Parallèlement à ces promesses, il a déployé ses chars et ses troupes dans l'ensemble du pays pour réprimer brutalement les manifestations quasi quotidiennes, jetant des doutes sur sa volonté réelle de changement, estiment les militants pro-démocratie. Selon les Nations unies, plus de 3.000 personnes, dont au moins 187 enfants, ont été tuées depuis le début de la contestation. L'Onu met en garde contre le risque d'une guerre civile.

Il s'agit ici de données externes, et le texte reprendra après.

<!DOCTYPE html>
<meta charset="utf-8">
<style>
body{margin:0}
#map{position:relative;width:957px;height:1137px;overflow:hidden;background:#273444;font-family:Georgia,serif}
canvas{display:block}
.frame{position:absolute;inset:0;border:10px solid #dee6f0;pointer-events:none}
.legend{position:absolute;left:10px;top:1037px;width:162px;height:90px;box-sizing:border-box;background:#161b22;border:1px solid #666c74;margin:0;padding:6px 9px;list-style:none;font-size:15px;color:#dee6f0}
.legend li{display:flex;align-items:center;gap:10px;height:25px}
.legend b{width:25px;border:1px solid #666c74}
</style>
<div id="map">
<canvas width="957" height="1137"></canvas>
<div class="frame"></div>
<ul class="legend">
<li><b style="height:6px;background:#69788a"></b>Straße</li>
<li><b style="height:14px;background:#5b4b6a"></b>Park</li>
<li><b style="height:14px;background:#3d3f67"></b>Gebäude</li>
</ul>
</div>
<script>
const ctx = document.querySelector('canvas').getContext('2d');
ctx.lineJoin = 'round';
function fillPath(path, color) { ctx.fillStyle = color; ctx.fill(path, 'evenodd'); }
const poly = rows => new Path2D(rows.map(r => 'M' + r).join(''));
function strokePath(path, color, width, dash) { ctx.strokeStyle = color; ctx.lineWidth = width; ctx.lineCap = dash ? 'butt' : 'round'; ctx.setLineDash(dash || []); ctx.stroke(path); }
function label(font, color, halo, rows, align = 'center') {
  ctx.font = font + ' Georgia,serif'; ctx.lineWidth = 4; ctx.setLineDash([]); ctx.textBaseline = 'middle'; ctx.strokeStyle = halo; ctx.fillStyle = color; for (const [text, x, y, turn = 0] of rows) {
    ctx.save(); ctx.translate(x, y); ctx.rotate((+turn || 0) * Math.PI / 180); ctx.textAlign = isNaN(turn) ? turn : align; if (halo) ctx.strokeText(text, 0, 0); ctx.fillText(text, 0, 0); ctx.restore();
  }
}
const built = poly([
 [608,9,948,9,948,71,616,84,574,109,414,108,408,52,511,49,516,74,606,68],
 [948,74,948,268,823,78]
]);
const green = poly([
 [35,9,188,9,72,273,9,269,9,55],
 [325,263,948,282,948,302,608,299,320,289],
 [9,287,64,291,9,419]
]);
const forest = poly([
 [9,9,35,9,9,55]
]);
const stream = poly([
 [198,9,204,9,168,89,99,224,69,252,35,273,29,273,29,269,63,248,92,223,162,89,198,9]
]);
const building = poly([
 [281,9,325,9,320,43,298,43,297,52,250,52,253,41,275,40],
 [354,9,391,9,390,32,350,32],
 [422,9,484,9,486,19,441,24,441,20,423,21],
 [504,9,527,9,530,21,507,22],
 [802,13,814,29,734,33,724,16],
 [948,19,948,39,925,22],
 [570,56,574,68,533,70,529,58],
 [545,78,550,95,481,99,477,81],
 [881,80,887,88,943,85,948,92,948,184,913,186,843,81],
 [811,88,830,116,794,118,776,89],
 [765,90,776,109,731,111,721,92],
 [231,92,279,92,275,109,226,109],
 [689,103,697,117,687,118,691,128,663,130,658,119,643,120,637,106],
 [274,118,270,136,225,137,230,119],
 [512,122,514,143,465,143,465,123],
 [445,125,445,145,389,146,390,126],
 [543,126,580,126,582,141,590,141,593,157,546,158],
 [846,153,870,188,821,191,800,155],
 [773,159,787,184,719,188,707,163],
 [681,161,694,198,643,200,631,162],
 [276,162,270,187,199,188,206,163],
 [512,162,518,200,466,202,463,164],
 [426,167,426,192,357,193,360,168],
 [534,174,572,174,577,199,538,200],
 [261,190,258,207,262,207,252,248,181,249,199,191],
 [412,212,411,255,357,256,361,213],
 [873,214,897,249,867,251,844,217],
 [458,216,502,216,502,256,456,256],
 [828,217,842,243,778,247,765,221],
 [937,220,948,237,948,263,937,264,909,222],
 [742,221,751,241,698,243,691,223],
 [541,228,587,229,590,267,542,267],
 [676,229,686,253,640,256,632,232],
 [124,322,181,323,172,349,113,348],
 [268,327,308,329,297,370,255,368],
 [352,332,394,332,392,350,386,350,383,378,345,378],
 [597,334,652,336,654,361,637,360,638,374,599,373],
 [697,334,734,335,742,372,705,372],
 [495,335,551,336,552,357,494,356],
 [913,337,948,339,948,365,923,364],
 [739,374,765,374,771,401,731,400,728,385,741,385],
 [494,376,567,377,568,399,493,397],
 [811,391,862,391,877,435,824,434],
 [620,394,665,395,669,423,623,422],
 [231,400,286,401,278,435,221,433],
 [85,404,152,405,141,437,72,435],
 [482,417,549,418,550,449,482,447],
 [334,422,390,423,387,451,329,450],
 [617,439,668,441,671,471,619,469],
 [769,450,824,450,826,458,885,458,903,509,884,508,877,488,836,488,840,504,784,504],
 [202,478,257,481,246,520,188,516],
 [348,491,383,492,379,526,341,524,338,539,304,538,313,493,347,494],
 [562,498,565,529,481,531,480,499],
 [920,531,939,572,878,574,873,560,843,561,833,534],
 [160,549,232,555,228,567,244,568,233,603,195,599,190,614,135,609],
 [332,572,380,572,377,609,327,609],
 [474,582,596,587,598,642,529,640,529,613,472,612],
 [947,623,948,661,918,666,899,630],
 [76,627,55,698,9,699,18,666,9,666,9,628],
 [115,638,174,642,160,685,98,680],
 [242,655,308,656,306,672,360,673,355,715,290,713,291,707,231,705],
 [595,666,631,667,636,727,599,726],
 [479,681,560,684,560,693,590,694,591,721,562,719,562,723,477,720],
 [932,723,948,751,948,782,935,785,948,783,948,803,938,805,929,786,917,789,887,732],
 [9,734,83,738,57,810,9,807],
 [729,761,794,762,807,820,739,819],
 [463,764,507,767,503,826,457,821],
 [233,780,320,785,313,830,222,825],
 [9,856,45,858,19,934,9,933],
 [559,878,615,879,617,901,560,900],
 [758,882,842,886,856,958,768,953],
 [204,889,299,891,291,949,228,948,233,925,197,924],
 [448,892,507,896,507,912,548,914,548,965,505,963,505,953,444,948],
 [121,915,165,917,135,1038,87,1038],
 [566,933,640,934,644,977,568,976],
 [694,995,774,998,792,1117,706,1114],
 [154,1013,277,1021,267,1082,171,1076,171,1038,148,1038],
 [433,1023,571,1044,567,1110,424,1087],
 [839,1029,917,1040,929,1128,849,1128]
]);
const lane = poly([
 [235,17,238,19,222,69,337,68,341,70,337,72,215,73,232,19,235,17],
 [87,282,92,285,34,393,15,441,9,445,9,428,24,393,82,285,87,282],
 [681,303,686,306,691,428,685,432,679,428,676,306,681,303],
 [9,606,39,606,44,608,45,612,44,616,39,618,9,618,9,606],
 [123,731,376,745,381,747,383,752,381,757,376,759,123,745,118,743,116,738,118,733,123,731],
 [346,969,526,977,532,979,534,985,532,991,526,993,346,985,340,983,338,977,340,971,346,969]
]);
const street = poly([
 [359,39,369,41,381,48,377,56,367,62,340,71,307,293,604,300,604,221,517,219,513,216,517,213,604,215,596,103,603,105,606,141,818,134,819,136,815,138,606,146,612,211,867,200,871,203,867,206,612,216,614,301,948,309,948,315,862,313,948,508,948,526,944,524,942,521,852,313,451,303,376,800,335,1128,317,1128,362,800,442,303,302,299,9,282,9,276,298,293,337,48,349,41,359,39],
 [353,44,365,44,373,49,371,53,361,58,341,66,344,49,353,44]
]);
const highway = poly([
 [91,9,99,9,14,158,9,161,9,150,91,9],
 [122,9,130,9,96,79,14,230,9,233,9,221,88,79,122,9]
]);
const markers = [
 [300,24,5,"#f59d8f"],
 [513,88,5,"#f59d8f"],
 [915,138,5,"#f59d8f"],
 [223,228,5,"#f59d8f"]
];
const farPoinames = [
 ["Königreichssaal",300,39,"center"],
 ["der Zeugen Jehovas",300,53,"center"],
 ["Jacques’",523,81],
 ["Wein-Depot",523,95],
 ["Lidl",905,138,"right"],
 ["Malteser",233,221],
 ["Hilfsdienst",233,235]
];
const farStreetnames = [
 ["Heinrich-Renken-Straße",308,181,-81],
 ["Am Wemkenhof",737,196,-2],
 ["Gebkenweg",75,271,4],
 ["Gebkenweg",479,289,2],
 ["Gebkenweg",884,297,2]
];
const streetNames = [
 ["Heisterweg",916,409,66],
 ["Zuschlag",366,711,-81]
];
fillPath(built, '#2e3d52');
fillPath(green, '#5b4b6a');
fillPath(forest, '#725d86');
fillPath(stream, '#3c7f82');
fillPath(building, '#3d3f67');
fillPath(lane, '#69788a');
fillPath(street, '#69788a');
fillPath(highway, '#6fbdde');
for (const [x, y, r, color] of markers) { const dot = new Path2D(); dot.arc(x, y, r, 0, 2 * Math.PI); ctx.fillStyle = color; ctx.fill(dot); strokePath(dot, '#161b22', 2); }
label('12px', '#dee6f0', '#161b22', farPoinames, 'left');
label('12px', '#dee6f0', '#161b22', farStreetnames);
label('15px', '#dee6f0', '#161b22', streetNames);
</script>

L'opposition donne de la voix

«Le président Assad a publié aujourd'hui le décret n°33 stipulant la formation d'une commission pour préparer l'élaboration d'une constitution», rapporte Sana. La constitution, modifiée dans les années 1970 sous le régime du père de Bachar el-Assad, Hafez, décourage tout pluralisme politique en octroyant au parti Baas au pouvoir depuis 1963 le statut de «dirigeant de l'Etat et de la société».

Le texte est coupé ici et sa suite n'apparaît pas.